ACL 2025 Code Intelligence Code Search Code Embedding Contrastive Learning Order Label Negative Pairs Similarity Refinement

OASIS: Order-Augmented Strategy for Improved Code Search¶

Conference: ACL 2025
arXiv: 2503.08161
Code: HuggingFace
Area: Other (Code Search / Code Embeddings)
Keywords: Code Search, Code Embedding, Contrastive Learning, Order Label, Negative Pairs, Similarity Refinement

TL;DR¶

OASIS is proposed to capture subtle nuances in code semantics by introducing order-based similarity labels for negative pairs. By training code embedding models with a dual loss function combining InfoNCE and CoSENT, OASIS consistently outperforms existing state-of-the-art (SOTA) models on NL2Code and Code2Code search tasks across three benchmarks: CoSQA, AdvTest, and CodeSearchNet.

Background & Motivation¶

Code search aims to retrieve the most relevant code snippets based on natural language queries, serving as a core foundation for code-related LLM applications (such as RAG and code completion). Current state-of-the-art approaches typically train code embedding models using contrastive learning, employing the InfoNCE loss to pull positive pairs closer and push negative pairs apart.

However, existing methods possess several critical limitations:

Over-reliance on the "primary differences" between positive and negative samples: Current training only focuses on the large discrepancies between positive and negative pairs, ignoring the subtle differences among negative pairs. Due to the sparsity of code contexts, even a minor alteration can lead to significant changes in function and semantics.
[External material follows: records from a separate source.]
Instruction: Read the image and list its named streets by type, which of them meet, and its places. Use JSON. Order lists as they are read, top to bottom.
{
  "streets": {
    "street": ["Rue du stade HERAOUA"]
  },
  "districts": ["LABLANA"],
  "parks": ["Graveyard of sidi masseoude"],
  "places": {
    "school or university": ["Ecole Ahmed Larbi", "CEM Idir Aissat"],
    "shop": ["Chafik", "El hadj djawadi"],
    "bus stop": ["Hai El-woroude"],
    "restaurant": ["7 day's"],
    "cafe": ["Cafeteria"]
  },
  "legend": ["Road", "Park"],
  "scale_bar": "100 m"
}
The trap of surface-level semantic matching: Focusing solely on positive-negative discrepancies easily biases the model toward learning superficial features. For instance, given an NL query, the model might match it with code that has high lexical overlap but different functionality, while ignoring semantically correct code with low lexical overlap.

Difficulty in similarity annotation in the code domain: Unlike the text embedding domain which enjoys readily available STS (Semantic Textual Similarity) datasets, annotating similarity in code is significantly more challenging due to the sparsity of context, hindering development in this field.
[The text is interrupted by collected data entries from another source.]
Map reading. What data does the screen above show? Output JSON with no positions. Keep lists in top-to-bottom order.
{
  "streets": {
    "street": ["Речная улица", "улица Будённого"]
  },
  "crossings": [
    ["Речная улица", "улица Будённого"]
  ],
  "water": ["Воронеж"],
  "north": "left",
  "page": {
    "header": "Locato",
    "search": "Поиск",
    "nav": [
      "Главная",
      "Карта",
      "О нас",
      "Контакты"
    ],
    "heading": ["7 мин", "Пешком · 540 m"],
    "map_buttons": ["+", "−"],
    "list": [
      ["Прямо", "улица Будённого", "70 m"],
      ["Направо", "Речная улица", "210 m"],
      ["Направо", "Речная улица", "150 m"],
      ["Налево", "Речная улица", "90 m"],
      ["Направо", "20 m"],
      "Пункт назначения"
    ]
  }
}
The core idea of OASIS is to leverage subtle differences between negative pairs (captured via order labels) to learn deeper code semantics, rather than solely relying on the coarse-grained distinction between positive and negative samples.

Method¶

Overall Architecture¶

OASIS comprises three core steps: (1) Docstring generation and similarity annotation; (2) Similarity refinement; and (3) Mixed loss training. The data is sourced from open-source GitHub repositories, yielding a synthesized dataset of 53 million NL-Code pairs across 9 programming languages.

Key Designs¶

1. Docstring Generation and Similarity Annotation¶

Repository-level program analysis: For each function, caller and callee information is extracted and combined with the source code to construct a prompt. An LLM is then utilized to generate high-quality docstrings for the code.
In-repository negative sample construction: For a given docstring A, \(K\) code snippets from other functions are randomly selected from the same repository to form negative pairs. Code snippets within the same repository often exhibit similar semantics or lexical overlaps, naturally serving as high-quality "hard negatives."
Similarity label computation: Another embedding model (Text-Embedding-3-Large) is used to compute a similarity score \(sim \in [0,1)\) for each negative pair, which acts as an order label providing auxiliary training signals.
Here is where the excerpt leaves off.